Before we start exploring the skills for a data scientist – you should be clear that tools and skills are completely different aspects. While it is an advantage to know about data science tools, you don’t need to know loads of them. However, the right skills are a basic requirement for a data scientist. For example, there are many tools to visualise data, but the skills to understand what kind of data has to be visualised lies with the data scientist! You can learn to use the tools – on the go – but skills – you need them right from the beginning!
A little bit of Data Science
Data science is focussed on getting a lot of meaningful insights from the data received from various sources. For example, Facebook generates huge user data every day, and by analysing this data, Facebook can understand more about its users – their likes and dislikes, activities, comments, groups etc. This helps them in focussed advertising and improving their own services too.

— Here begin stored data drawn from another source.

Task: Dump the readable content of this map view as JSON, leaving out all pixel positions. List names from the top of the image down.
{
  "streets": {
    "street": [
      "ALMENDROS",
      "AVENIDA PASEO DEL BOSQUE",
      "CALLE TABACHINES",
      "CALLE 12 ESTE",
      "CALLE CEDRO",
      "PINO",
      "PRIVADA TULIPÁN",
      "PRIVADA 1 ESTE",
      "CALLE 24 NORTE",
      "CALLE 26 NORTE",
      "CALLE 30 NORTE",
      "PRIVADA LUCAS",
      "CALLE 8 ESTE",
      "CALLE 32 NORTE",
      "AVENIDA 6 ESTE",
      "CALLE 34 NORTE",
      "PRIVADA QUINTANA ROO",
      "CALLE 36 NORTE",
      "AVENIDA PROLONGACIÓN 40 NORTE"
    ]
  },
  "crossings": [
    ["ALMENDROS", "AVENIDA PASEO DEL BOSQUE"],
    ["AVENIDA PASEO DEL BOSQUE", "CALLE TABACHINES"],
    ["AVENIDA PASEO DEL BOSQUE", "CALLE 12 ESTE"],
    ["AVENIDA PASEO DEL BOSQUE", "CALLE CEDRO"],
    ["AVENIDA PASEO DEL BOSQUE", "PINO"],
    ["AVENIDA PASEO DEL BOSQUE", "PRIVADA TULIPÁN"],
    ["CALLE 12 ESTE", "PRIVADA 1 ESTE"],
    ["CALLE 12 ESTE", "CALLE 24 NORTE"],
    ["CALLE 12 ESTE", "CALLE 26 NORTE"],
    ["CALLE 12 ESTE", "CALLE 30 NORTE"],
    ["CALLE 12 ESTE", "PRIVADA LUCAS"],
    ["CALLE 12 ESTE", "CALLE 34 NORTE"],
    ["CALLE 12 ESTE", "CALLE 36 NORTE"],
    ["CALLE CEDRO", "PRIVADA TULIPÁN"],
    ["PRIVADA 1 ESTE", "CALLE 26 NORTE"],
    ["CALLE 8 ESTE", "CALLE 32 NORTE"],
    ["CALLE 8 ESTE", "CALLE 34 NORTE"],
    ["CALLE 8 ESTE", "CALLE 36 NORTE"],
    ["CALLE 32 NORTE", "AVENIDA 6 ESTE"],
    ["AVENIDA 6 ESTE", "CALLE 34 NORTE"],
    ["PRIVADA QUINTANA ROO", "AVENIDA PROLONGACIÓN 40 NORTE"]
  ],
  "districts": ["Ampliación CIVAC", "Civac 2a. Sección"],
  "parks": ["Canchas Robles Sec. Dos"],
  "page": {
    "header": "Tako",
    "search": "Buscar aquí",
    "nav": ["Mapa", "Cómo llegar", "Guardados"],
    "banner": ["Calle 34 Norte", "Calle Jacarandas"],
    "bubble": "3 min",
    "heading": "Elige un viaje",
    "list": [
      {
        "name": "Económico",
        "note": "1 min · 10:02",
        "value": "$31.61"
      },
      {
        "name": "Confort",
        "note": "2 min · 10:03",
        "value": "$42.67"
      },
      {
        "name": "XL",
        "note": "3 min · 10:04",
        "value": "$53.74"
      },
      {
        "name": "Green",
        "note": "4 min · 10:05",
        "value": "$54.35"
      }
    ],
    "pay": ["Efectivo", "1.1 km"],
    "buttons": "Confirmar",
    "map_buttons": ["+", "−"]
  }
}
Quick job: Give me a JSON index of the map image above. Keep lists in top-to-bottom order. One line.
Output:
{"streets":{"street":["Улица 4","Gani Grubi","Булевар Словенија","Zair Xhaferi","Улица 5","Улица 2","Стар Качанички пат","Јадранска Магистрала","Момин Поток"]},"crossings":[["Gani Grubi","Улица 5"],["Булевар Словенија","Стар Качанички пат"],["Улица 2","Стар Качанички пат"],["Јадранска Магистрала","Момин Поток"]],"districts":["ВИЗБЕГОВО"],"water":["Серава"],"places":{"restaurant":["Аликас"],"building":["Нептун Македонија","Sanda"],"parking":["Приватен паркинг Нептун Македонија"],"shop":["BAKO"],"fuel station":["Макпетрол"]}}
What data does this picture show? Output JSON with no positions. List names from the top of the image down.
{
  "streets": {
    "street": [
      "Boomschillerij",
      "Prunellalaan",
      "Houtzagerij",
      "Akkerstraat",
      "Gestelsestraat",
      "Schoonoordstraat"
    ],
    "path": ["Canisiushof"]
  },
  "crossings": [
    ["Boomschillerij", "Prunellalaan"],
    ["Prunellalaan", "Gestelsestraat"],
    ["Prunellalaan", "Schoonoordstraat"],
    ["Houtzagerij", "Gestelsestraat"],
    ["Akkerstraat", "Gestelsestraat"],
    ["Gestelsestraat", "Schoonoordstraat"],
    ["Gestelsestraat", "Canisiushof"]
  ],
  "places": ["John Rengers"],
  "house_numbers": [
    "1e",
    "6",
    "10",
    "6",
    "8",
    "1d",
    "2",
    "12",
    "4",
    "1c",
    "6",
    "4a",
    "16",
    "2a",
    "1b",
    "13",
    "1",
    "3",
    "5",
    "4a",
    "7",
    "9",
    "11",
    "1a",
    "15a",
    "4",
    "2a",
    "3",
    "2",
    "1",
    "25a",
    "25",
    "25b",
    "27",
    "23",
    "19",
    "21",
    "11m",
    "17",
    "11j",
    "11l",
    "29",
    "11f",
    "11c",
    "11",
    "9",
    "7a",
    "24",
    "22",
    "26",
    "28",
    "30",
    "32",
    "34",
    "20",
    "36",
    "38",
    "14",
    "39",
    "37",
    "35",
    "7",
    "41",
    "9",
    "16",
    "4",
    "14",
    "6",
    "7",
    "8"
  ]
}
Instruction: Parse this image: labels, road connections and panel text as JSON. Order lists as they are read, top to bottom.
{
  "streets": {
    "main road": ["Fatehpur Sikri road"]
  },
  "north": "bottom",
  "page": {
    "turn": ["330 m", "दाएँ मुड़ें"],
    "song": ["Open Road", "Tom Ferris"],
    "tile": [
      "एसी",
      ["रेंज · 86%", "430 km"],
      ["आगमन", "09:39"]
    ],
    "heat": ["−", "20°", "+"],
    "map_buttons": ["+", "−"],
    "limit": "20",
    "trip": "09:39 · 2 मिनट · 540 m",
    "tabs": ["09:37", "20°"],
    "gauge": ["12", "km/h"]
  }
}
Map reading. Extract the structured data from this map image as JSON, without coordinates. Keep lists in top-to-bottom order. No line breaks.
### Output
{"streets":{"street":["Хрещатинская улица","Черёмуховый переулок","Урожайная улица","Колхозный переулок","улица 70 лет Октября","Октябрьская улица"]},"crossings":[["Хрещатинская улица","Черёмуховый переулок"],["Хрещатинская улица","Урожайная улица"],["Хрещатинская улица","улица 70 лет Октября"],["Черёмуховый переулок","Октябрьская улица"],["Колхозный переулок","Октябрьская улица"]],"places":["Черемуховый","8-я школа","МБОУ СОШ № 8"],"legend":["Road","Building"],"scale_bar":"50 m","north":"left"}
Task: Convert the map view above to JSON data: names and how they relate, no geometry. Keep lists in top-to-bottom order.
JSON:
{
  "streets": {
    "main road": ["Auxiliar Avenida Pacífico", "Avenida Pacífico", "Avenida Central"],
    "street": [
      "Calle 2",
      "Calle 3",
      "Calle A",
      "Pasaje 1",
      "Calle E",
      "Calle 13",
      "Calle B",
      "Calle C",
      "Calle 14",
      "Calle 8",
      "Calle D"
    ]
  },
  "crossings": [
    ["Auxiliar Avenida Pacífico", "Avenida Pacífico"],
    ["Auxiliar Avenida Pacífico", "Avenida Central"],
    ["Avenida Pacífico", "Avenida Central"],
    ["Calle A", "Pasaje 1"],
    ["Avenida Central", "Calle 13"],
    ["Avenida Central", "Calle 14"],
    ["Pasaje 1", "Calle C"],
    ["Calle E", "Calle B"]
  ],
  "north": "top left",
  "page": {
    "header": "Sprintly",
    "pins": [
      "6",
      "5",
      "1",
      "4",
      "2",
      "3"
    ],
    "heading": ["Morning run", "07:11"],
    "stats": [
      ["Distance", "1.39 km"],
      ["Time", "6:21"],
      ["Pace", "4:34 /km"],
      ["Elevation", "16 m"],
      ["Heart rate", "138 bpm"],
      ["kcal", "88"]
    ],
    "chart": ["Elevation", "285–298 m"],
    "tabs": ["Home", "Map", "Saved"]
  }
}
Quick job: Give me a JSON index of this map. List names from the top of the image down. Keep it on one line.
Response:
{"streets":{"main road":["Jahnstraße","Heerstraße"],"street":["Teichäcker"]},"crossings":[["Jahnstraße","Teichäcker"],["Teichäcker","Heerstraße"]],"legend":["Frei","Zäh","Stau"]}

To know the skills required for data science, we need to understand the various sub-areas of data science. Data science involves a series of processes and steps, and you can specialise in any or all of them. It is always a good choice to have a thorough knowledge of more than one phase. Here are the steps involved in data science:
- Looking at the business opportunity (defining the business problem)
- Finding data relevant to the opportunity (data collection)
- Clean, filter and sort data (data cleaning)
- Perform exploratory analysis (Exploratory data analysis)
- Train the model and check accuracy (machine learning)
- Visualising data (data visualisation)
- Measure success (making business decisions)
The first two steps require you to have good business acumen, the next few require you to be technically sound, and for all these steps you need problem-solving skills, curiosity and good communication skills.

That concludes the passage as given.